### The problem
This exercise requires an exact copy of each line from the one containing "Input: one rendered map. Convert" down to the last line below.

Collected data entries:
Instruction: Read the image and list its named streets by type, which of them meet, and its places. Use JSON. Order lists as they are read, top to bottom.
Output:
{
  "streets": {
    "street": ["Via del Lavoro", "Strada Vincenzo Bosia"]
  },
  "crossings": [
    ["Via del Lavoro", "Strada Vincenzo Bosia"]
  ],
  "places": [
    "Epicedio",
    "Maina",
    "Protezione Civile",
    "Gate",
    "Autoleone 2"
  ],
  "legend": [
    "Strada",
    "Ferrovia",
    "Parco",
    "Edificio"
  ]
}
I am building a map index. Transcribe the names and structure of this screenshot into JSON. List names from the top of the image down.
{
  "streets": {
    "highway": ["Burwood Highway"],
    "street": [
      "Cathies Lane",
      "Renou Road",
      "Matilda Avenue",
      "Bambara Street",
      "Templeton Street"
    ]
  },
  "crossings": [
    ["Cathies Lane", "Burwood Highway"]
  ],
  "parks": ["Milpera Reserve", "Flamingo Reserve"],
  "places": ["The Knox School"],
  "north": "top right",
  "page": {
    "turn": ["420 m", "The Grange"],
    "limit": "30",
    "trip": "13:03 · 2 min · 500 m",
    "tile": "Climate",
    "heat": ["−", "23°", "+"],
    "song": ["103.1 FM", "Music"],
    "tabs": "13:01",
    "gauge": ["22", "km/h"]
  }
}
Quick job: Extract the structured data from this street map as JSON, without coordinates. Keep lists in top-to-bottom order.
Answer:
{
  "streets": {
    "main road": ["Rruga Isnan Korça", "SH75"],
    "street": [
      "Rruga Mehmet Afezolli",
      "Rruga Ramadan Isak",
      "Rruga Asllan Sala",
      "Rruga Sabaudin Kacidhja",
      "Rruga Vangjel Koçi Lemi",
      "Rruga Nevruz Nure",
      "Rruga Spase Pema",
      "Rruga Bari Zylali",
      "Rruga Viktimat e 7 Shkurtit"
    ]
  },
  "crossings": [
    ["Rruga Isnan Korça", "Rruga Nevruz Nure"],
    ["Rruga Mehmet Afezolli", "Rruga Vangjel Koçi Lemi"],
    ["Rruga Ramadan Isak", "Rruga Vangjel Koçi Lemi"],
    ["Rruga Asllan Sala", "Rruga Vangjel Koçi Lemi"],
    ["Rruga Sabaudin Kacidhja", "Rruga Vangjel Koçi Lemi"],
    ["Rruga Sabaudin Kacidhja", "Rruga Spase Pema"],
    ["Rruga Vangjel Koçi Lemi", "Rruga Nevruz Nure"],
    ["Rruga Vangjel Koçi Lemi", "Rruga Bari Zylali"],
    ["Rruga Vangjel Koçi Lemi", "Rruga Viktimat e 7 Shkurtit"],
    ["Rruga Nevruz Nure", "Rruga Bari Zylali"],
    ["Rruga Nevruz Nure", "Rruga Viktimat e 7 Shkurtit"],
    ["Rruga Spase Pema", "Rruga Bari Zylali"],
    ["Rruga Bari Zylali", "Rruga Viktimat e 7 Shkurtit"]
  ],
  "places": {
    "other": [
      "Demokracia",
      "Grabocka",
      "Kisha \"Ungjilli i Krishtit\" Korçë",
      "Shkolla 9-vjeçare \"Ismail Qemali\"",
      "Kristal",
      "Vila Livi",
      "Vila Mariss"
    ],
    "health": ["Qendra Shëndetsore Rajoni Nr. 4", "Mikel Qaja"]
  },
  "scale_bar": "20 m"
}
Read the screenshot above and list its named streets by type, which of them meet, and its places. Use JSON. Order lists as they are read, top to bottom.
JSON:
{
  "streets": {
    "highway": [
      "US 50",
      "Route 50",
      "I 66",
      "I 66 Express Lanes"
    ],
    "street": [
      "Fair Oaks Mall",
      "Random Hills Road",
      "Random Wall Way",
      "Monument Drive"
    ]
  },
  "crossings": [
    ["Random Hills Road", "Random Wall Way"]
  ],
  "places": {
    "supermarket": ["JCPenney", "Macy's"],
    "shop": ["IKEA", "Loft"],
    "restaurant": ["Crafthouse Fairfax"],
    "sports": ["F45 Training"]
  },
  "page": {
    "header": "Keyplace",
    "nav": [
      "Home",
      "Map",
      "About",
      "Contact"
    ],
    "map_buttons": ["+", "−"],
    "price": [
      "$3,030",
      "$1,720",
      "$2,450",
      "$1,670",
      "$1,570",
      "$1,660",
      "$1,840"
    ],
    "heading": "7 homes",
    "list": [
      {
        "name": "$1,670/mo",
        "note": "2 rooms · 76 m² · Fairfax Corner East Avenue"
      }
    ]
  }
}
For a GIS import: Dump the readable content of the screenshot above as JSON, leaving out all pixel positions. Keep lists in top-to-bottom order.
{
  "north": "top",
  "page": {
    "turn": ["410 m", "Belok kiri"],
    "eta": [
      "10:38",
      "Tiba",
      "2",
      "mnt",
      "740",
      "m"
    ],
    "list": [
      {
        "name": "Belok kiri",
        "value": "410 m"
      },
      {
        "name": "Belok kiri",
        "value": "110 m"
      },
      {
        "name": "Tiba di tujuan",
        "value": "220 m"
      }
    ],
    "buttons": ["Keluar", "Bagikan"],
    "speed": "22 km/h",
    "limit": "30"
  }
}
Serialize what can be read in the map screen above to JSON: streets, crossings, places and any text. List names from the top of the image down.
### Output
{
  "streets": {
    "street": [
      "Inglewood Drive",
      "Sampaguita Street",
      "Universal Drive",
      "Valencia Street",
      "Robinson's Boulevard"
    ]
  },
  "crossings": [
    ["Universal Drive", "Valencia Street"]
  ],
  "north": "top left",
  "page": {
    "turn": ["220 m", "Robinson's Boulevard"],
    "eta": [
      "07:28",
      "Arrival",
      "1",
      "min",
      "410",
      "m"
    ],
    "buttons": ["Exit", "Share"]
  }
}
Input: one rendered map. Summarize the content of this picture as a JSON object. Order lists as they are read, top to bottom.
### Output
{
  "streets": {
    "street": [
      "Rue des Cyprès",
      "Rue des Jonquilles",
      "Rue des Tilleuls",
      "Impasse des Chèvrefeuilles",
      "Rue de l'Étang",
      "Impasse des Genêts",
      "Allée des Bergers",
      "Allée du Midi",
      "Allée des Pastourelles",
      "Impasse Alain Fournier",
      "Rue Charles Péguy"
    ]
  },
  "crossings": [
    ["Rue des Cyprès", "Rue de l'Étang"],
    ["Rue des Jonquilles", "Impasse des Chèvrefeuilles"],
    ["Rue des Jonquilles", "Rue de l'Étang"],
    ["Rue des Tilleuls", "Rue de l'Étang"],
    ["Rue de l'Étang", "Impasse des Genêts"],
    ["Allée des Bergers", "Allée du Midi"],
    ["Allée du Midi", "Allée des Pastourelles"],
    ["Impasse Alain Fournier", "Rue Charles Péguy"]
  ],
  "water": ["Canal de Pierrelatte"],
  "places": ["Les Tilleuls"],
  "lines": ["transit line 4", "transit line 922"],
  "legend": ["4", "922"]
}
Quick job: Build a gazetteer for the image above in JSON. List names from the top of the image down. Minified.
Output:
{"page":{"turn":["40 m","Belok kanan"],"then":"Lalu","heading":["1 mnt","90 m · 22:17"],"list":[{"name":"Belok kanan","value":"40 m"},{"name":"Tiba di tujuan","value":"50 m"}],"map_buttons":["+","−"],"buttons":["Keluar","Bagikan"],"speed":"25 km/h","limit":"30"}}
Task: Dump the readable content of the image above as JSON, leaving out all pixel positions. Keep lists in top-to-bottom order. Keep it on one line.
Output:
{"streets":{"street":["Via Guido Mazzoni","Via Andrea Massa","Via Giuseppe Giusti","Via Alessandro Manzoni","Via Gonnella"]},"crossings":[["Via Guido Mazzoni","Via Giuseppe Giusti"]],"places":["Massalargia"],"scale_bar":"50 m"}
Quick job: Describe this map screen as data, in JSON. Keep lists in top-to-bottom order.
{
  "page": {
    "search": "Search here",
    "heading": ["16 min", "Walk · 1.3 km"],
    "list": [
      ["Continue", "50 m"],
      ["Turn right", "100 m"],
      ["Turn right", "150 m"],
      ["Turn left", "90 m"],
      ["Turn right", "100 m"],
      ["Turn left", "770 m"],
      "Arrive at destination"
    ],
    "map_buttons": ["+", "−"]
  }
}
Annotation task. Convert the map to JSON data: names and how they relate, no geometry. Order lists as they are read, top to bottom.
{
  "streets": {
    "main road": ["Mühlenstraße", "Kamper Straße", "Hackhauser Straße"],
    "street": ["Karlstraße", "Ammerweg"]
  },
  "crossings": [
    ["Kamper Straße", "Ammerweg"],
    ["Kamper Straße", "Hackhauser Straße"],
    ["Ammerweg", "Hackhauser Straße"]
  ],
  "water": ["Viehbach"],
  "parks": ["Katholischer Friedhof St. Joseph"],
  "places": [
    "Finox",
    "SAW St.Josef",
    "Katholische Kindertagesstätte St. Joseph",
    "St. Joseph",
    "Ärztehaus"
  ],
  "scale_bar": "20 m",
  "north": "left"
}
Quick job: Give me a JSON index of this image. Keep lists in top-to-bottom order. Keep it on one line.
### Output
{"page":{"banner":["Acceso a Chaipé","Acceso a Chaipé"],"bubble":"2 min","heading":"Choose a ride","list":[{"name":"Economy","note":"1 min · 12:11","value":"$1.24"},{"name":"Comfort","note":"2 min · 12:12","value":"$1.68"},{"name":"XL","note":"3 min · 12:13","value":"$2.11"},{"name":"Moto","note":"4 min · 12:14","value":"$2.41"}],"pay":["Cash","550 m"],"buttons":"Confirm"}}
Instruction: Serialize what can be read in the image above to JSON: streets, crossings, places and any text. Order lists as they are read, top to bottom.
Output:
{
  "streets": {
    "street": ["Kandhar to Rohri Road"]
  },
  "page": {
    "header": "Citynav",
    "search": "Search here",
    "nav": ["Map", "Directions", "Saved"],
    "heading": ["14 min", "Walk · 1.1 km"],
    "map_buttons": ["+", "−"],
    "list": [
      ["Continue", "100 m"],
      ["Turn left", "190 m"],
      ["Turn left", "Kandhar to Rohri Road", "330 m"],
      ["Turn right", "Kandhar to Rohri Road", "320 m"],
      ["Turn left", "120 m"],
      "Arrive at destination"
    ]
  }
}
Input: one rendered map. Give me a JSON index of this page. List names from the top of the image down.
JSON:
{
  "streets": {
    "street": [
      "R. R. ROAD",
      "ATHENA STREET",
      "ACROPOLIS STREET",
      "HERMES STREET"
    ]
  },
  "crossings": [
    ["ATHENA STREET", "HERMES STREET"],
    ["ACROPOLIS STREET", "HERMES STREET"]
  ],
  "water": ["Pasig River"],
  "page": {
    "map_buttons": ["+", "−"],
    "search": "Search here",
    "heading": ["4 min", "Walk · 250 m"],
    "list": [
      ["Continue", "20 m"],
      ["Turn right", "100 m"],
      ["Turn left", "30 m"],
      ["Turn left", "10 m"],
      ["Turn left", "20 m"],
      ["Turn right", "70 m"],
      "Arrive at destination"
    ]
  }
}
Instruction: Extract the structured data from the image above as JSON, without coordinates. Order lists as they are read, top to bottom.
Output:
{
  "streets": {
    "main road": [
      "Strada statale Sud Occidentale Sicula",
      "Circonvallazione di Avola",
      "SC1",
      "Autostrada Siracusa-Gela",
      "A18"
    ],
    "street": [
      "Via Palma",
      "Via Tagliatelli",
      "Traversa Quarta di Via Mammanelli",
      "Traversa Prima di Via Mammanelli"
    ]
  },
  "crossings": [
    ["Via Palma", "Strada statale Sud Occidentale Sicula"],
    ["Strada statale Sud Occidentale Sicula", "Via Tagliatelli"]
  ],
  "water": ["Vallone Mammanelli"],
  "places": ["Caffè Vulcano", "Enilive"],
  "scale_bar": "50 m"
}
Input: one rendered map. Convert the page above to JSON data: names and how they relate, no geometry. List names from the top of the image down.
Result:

### Exercise result
Input: one rendered map. Convert the page above to JSON data: names and how they relate, no geometry. List names from the top of the image down.
Result:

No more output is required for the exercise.